Department of Internal Medicine, Division of Endocrinology, Radboud University Medical Center, Nijmegen, The Netherlands.
Academic Center for Thyroid Diseases, Department of Internal Medicine, Erasmus Medical Center, Rotterdam, The Netherlands.
J Clin Endocrinol Metab. 2022 May 17;107(6):e2276-e2283. doi: 10.1210/clinem/dgac136.
While most of the variation in thyroid function is determined by genetic factors, single nucleotide polymorphisms (SNPs) identified via genome-wide association analyses have only explained ~5% to 9% of this variance so far. Most SNPs were in or nearby genes with no known role in thyroid hormone (TH) regulation. Therefore, we performed a large-scale candidate gene study investigating the effect of common genetic variation in established TH regulating genes on serum thyrotropin [thyroid-stimulating hormone (TSH)] and thyroxine (FT4) concentrations.
SNPs in or within 10 kb of 96 TH regulating genes were included (30 031 TSH SNPs, and 29 962 FT4 SNPs). Associations were studied in 54 288 individuals from the ThyroidOmics Consortium. Linkage disequilibrium-based clumping was used to identify independently associated SNPs. SNP-based explained variances were calculated using SumHer software.
We identified 23 novel TSH-associated SNPs in predominantly hypothalamic-pituitary-thyroid axis genes and 25 novel FT4-associated SNPs in mainly peripheral metabolism and transport genes. Genome-wide SNP variation explained ~21% (SD 1.7) of the total variation in both TSH and FT4 concentrations, whereas SNPs in the 96 TH regulating genes explained 1.9% to 2.6% (SD 0.4).
Here we report the largest candidate gene analysis on thyroid function, resulting in a substantial increase in the number of genetic variants determining TSH and FT4 concentrations.

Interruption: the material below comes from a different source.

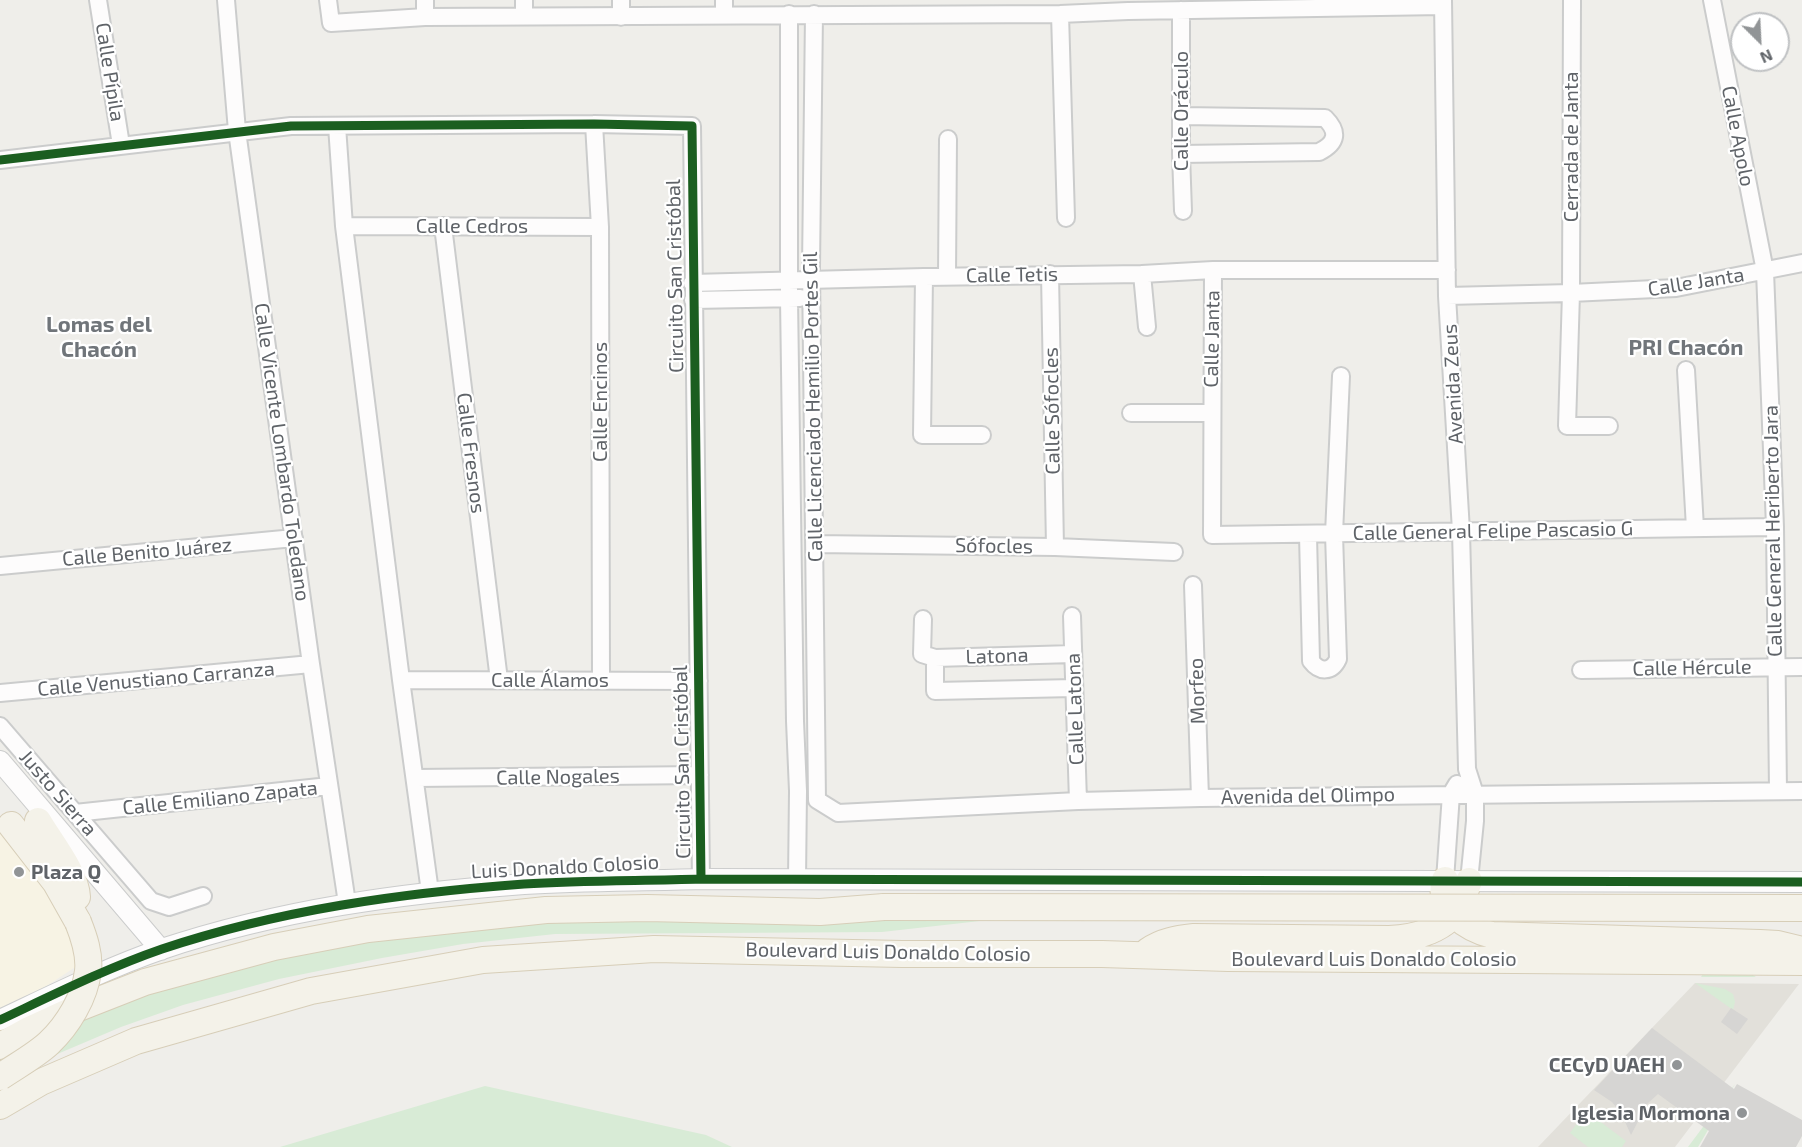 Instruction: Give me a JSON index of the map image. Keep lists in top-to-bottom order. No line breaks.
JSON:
{"streets":{"main road":["Boulevard Luis Donaldo Colosio"],"street":["Calle Pípila","Calle Oráculo","Calle Apolo","Cerrada de Janta","Calle Cedros","Calle Tetis","Circuito San Cristóbal","Calle Janta","Avenida Zeus","Calle Encinos","Calle Licenciado Hemilio Portes Gil","Calle Sófocles","Calle Vicente Lombardo Toledano","Calle Fresnos","Calle General Felipe Pascasio G","Calle General Heriberto Jara","Sófocles","Calle Benito Juárez","Latona","Calle Hércule","Calle Venustiano Carranza","Calle Álamos","Morfeo","Calle Latona","Calle Nogales","Justo Sierra","Avenida del Olimpo","Calle Emiliano Zapata","Luis Donaldo Colosio"]},"crossings":[["Calle Pípila","Circuito San Cristóbal"],["Calle Apolo","Calle Janta"],["Calle Apolo","Calle General Heriberto Jara"],["Cerrada de Janta","Calle Janta"],["Calle Cedros","Calle Encinos"],["Calle Cedros","Calle Fresnos"],["Calle Tetis","Circuito San Cristóbal"],["Calle Tetis","Calle Janta"],["Calle Tetis","Calle Licenciado Hemilio Portes Gil"],["Calle Tetis","Calle Sófocles"],["Circuito San Cristóbal","Calle Encinos"],["Circuito San Cristóbal","Calle Vicente Lombardo Toledano"],["Circuito San Cristóbal","Calle Álamos"],["Circuito San Cristóbal","Calle Nogales"],["Circuito San Cristóbal","Luis Donaldo Colosio"],["Calle Janta","Avenida Zeus"],["Calle Janta","Calle General Felipe Pascasio G"],["Calle Janta","Calle General Heriberto Jara"],["Avenida Zeus","Calle General Felipe Pascasio G"],["Avenida Zeus","Avenida del Olimpo"],["Avenida Zeus","Luis Donaldo Colosio"],["Calle Encinos","Calle Álamos"],["Calle Licenciado Hemilio Portes Gil","Sófocles"],["Calle Licenciado Hemilio Portes Gil","Avenida del Olimpo"],["Calle Sófocles","Sófocles"],["Calle Vicente Lombardo Toledano","Calle Benito Juárez"],["Calle Vicente Lombardo Toledano","Calle Venustiano Carranza"],["Calle Vicente Lombardo Toledano","Calle Emiliano Zapata"],["Calle Vicente Lombardo Toledano","Luis Donaldo Colosio"],["Calle Fresnos","Calle Álamos"],["Calle General Felipe Pascasio G","Calle General Heriberto Jara"],["Calle General Heriberto Jara","Calle Hércule"],["Calle General Heriberto Jara","Avenida del Olimpo"],["Latona","Calle Latona"],["Morfeo","Avenida del Olimpo"],["Calle Latona","Avenida del Olimpo"],["Justo Sierra","Calle Emiliano Zapata"]],"districts":["Lomas del Chacón","PRI Chacón"],"places":["Plaza Q","CECyD UAEH","Iglesia Mormona"],"north":"bottom right"}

Interestingly, these candidate gene SNPs explain only a minor part of the variation in TSH and FT4 concentrations, which substantiates the need for large genetic studies including common and rare variants to unravel novel, yet unknown, pathways in TH regulation.

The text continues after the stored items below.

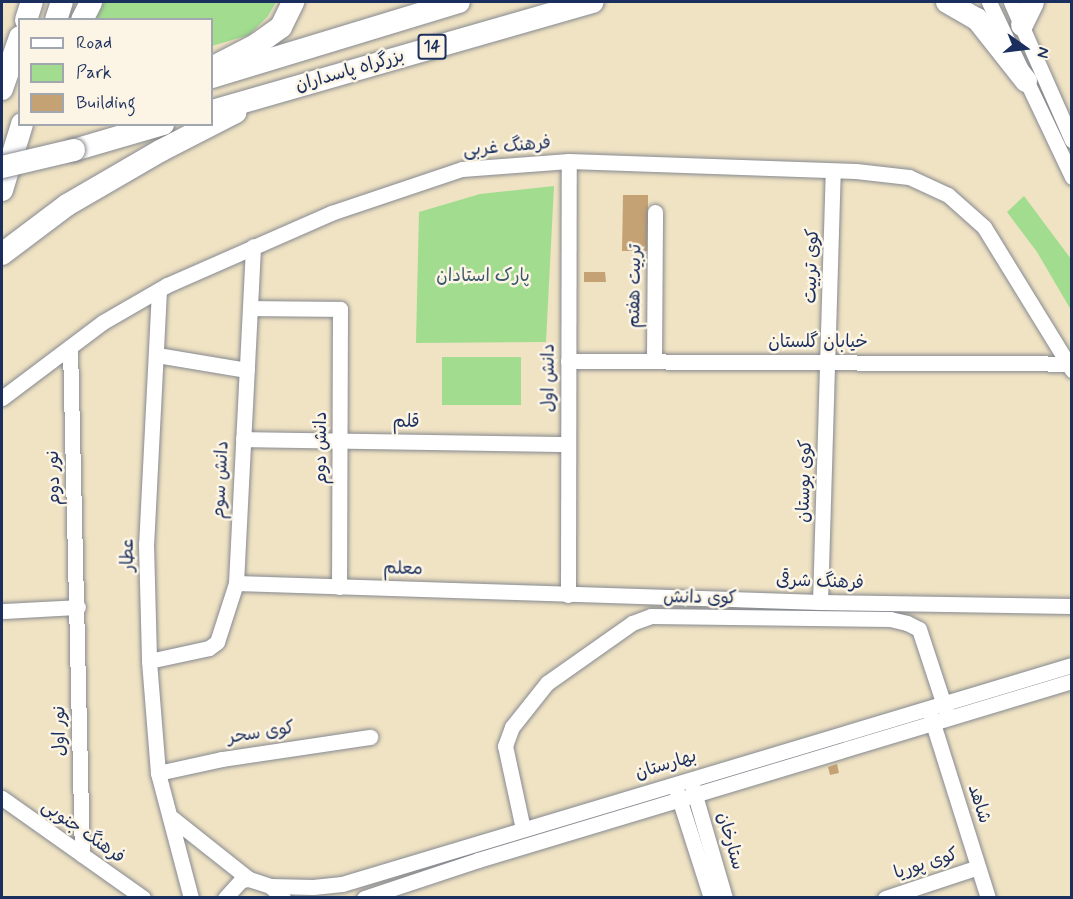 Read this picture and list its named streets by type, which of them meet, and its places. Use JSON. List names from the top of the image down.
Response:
{
  "streets": {
    "highway": ["14", "بزرگراه پاسداران"],
    "street": [
      "فرهنگ غربی",
      "کوی تربیت",
      "تربیت هفتم",
      "خیابان گلستان",
      "دانش اول",
      "قلم",
      "دانش دوم",
      "نور دوم",
      "دانش سوم",
      "کوی بوستان",
      "عطار",
      "معلم",
      "فرهنگ شرقی",
      "کوی دانش",
      "نور اول",
      "کوی سحر",
      "بهارستان",
      "شاهد",
      "فرهنگ جنوبی",
      "ستارخان",
      "کوی پوریا"
    ]
  },
  "crossings": [
    ["14", "بزرگراه پاسداران"],
    ["فرهنگ غربی", "کوی تربیت"],
    ["فرهنگ غربی", "خیابان گلستان"],
    ["فرهنگ غربی", "دانش اول"],
    ["فرهنگ غربی", "نور دوم"],
    ["فرهنگ غربی", "دانش سوم"],
    ["فرهنگ غربی", "عطار"],
    ["کوی تربیت", "خیابان گلستان"],
    ["کوی تربیت", "کوی بوستان"],
    ["تربیت هفتم", "خیابان گلستان"],
    ["خیابان گلستان", "دانش اول"],
    ["خیابان گلستان", "کوی بوستان"],
    ["دانش اول", "قلم"],
    ["دانش اول", "معلم"],
    ["دانش اول", "فرهنگ شرقی"],
    ["قلم", "دانش دوم"],
    ["قلم", "دانش سوم"],
    ["دانش دوم", "دانش سوم"],
    ["دانش دوم", "معلم"],
    ["نور دوم", "نور اول"],
    ["دانش سوم", "عطار"],
    ["دانش سوم", "معلم"],
    ["کوی بوستان", "فرهنگ شرقی"],
    ["عطار", "کوی سحر"],
    ["معلم", "فرهنگ شرقی"],
    ["کوی دانش", "بهارستان"],
    ["کوی دانش", "شاهد"],
    ["نور اول", "فرهنگ جنوبی"],
    ["بهارستان", "شاهد"],
    ["بهارستان", "ستارخان"],
    ["شاهد", "کوی پوریا"]
  ],
  "parks": ["پارک استادان"],
  "legend": ["Road", "Park", "Building"],
  "north": "right"
} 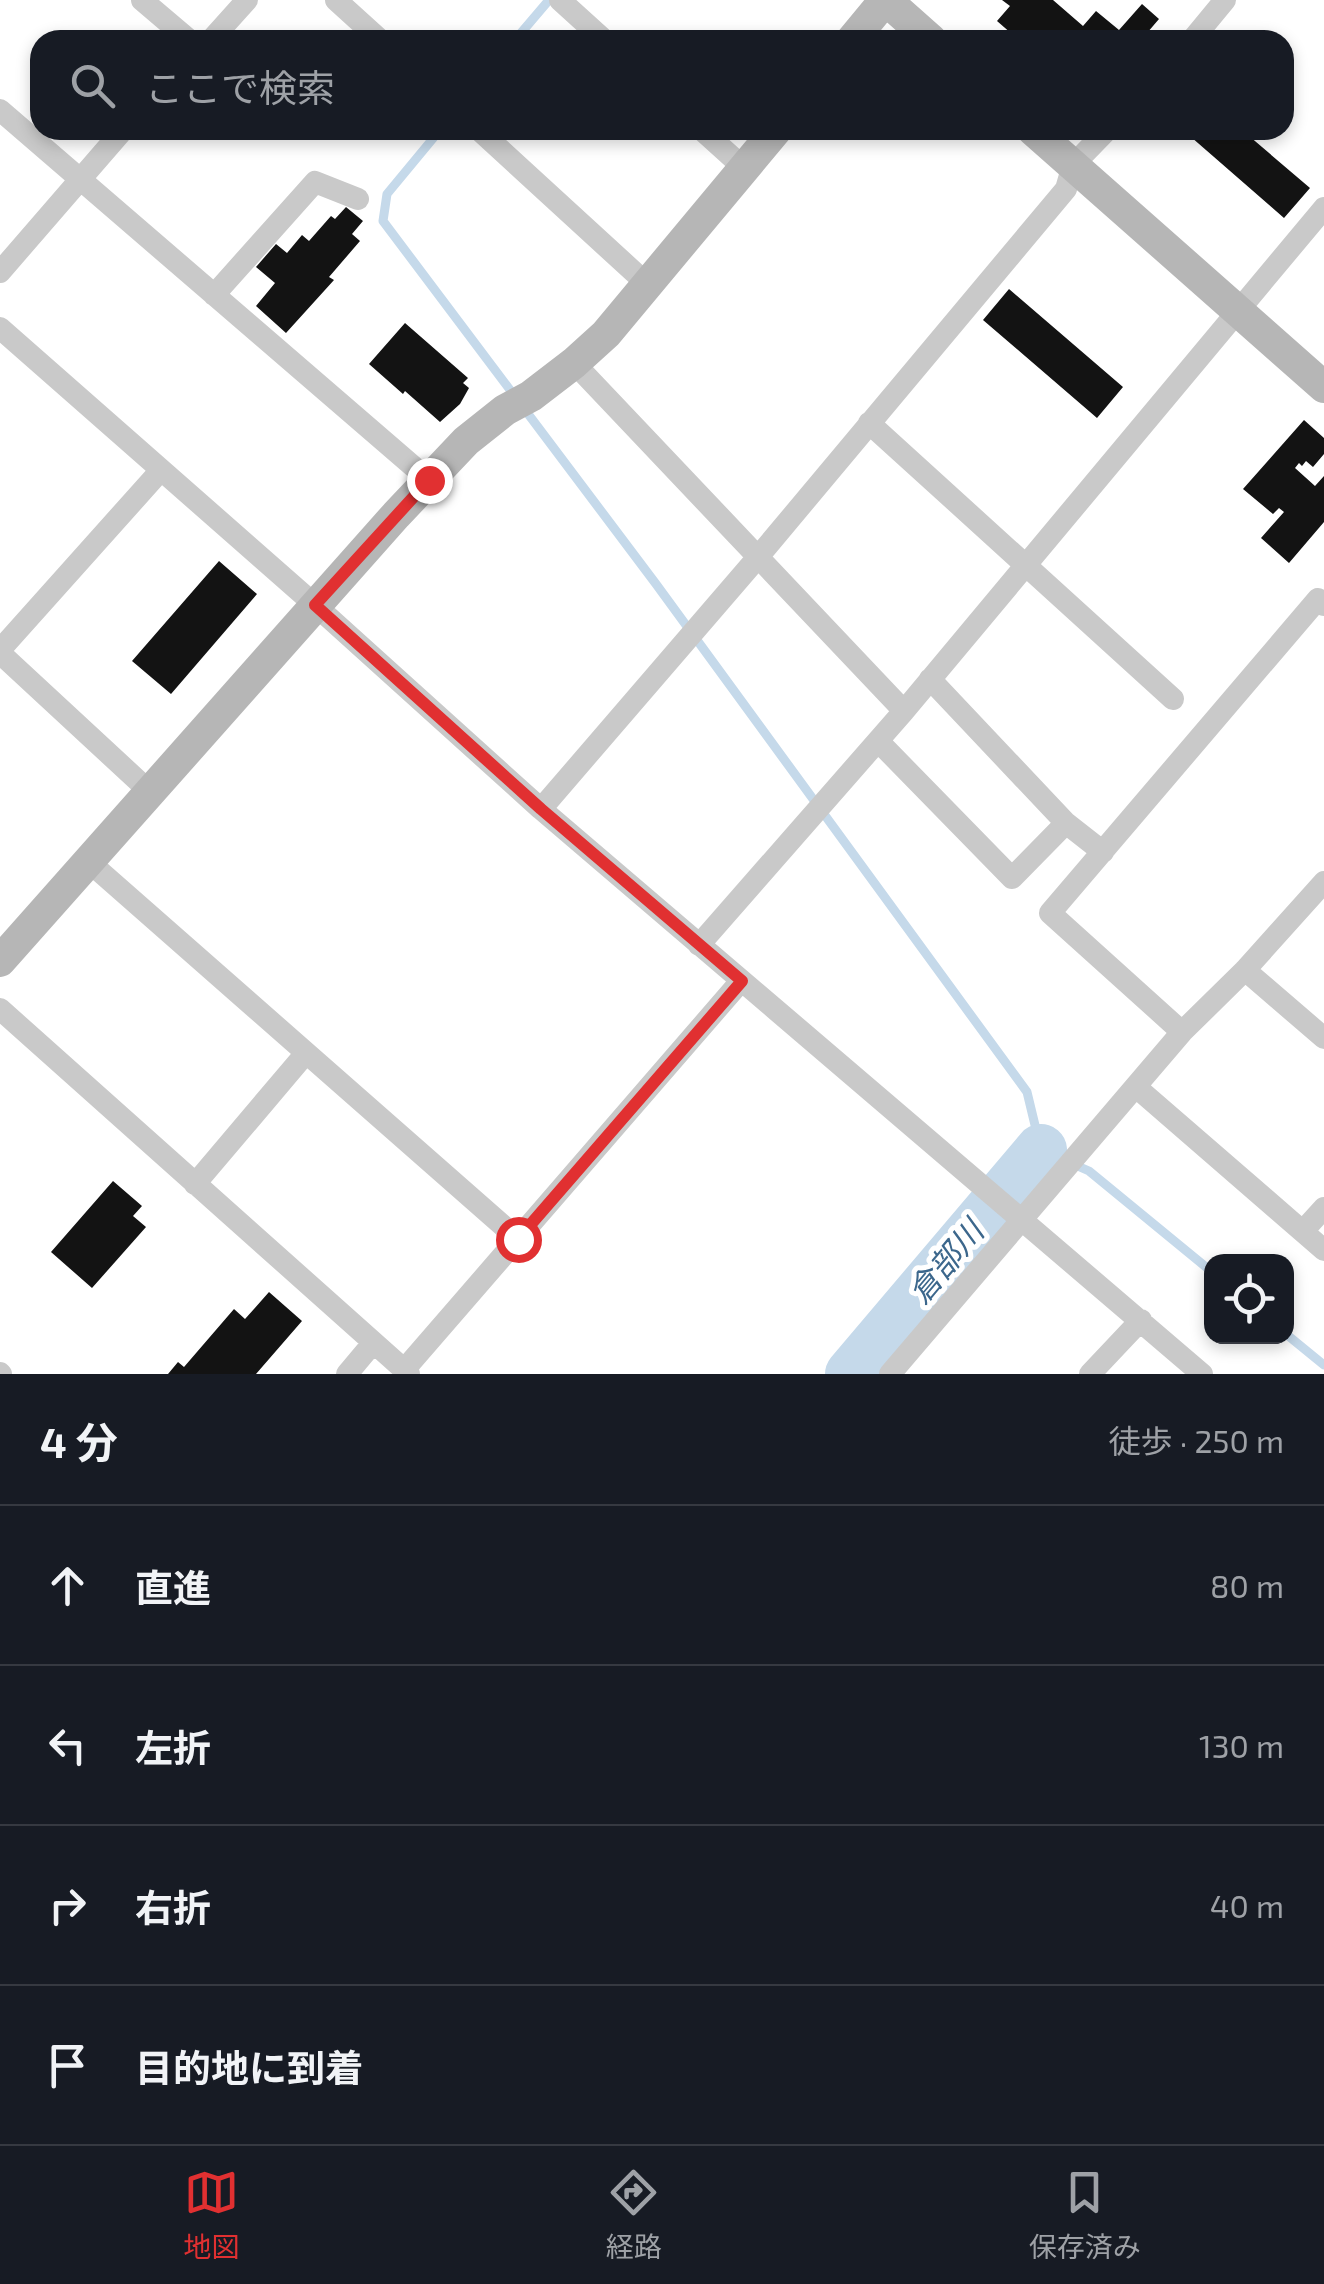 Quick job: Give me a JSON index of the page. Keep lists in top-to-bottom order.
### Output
{
  "water": ["倉部川"],
  "page": {
    "search": "ここで検索",
    "heading": ["4 分", "徒歩 · 250 m"],
    "list": [
      ["直進", "80 m"],
      ["左折", "130 m"],
      ["右折", "40 m"],
      "目的地に到着"
    ],
    "nav": ["地図", "経路", "保存済み"]
  }
}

尽管甲状腺功能的大部分变异是由遗传因素决定的,但通过全基因组关联分析发现的单核苷酸多态性(SNP)迄今为止仅解释了这种变异的 5%至 9%左右。大多数 SNP 位于或附近的基因中,这些基因在甲状腺激素(TH)调节中没有已知作用。因此,我们进行了一项大规模的候选基因研究,调查了已确定的调节 TH 的基因中的常见遗传变异对血清促甲状腺激素[甲状腺刺激激素(TSH)]和甲状腺素(FT4)浓度的影响。
纳入了 96 个 TH 调节基因中的或附近 10kb 内的 SNP(30031 个 TSH SNP 和 29962 个 FT4 SNP)。在甲状腺转录组学联盟的 54288 名个体中研究了关联。基于连锁不平衡的聚类用于鉴定独立相关的 SNP。使用 SumHer 软件计算 SNP 解释的变异。

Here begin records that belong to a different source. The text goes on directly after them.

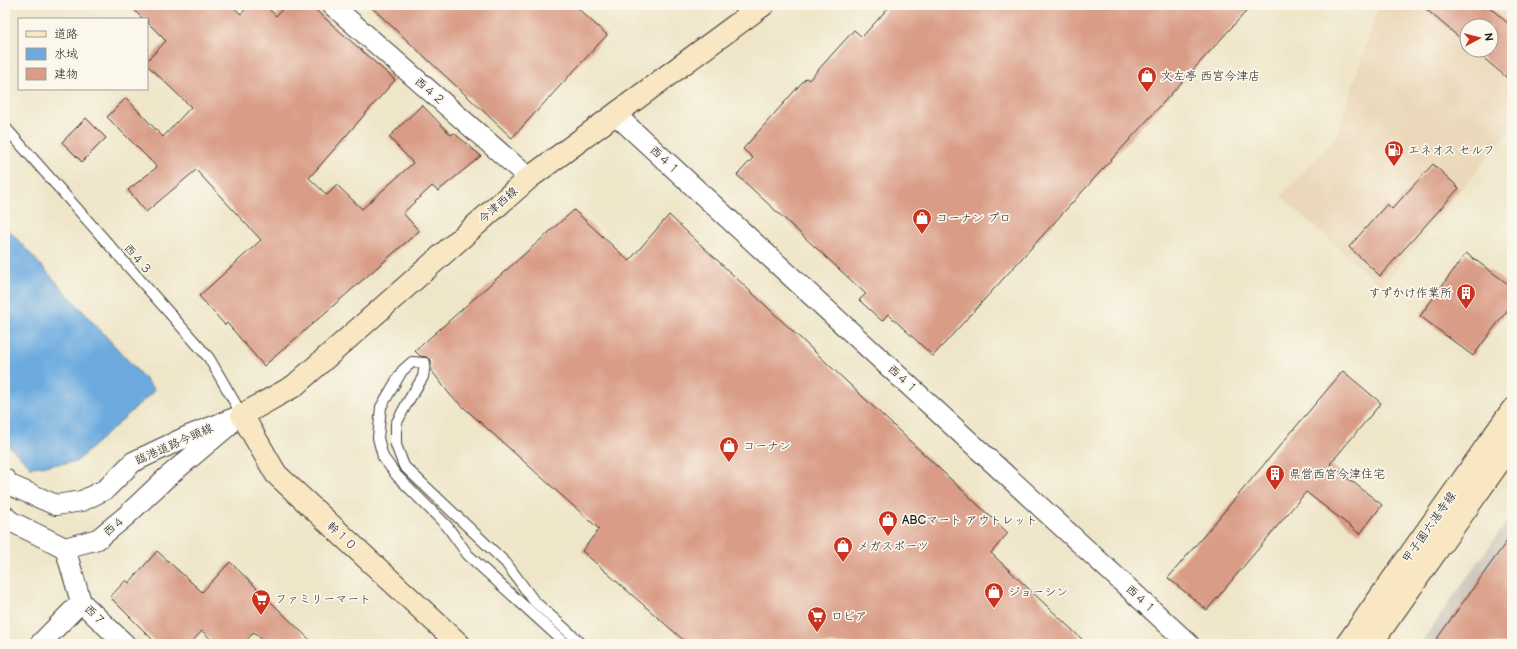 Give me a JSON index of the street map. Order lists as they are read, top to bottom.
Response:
{
  "streets": {
    "street": [
      "西４２",
      "西４１",
      "今津西線",
      "臨港道路今頭線",
      "西４",
      "甲子園六湛寺線",
      "幹１０",
      "西７"
    ],
    "lane": ["西４３"]
  },
  "crossings": [
    ["西４２", "今津西線"],
    ["西４１", "今津西線"],
    ["今津西線", "西４３"],
    ["今津西線", "臨港道路今頭線"],
    ["今津西線", "西４"],
    ["今津西線", "幹１０"],
    ["西４３", "臨港道路今頭線"],
    ["西４３", "西４"],
    ["西４３", "幹１０"],
    ["臨港道路今頭線", "西４"],
    ["臨港道路今頭線", "幹１０"],
    ["西４", "幹１０"]
  ],
  "places": {
    "shop": [
      "文左亭 西宮今津店",
      "コーナン プロ",
      "コーナン",
      "ABCマート アウトレット",
      "メガスポーツ",
      "ジョーシン"
    ],
    "fuel station": ["エネオス セルフ"],
    "building": ["すずかけ作業所", "県営西宮今津住宅"],
    "supermarket": ["ファミリーマート", "ロピア"]
  },
  "legend": ["道路", "水域", "建物"],
  "north": "right"
}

我们在主要的下丘脑-垂体-甲状腺轴基因中发现了 23 个新的 TSH 相关 SNP,在主要的外周代谢和转运基因中发现了 25 个新的 FT4 相关 SNP。全基因组 SNP 变异解释了 TSH 和 FT4 浓度总变异的约 21%(SD 1.7),而 96 个 TH 调节基因中的 SNP 解释了 1.9%至 2.6%(SD 0.4)。
在这里,我们报告了最大的甲状腺功能候选基因分析,导致确定 TSH 和 FT4 浓度的遗传变异数量显著增加。有趣的是,这些候选基因 SNP 仅解释了 TSH 和 FT4 浓度变异的一小部分,这证实了需要进行包括常见和罕见变异在内的大型遗传研究,以揭示 TH 调节中的新的未知途径。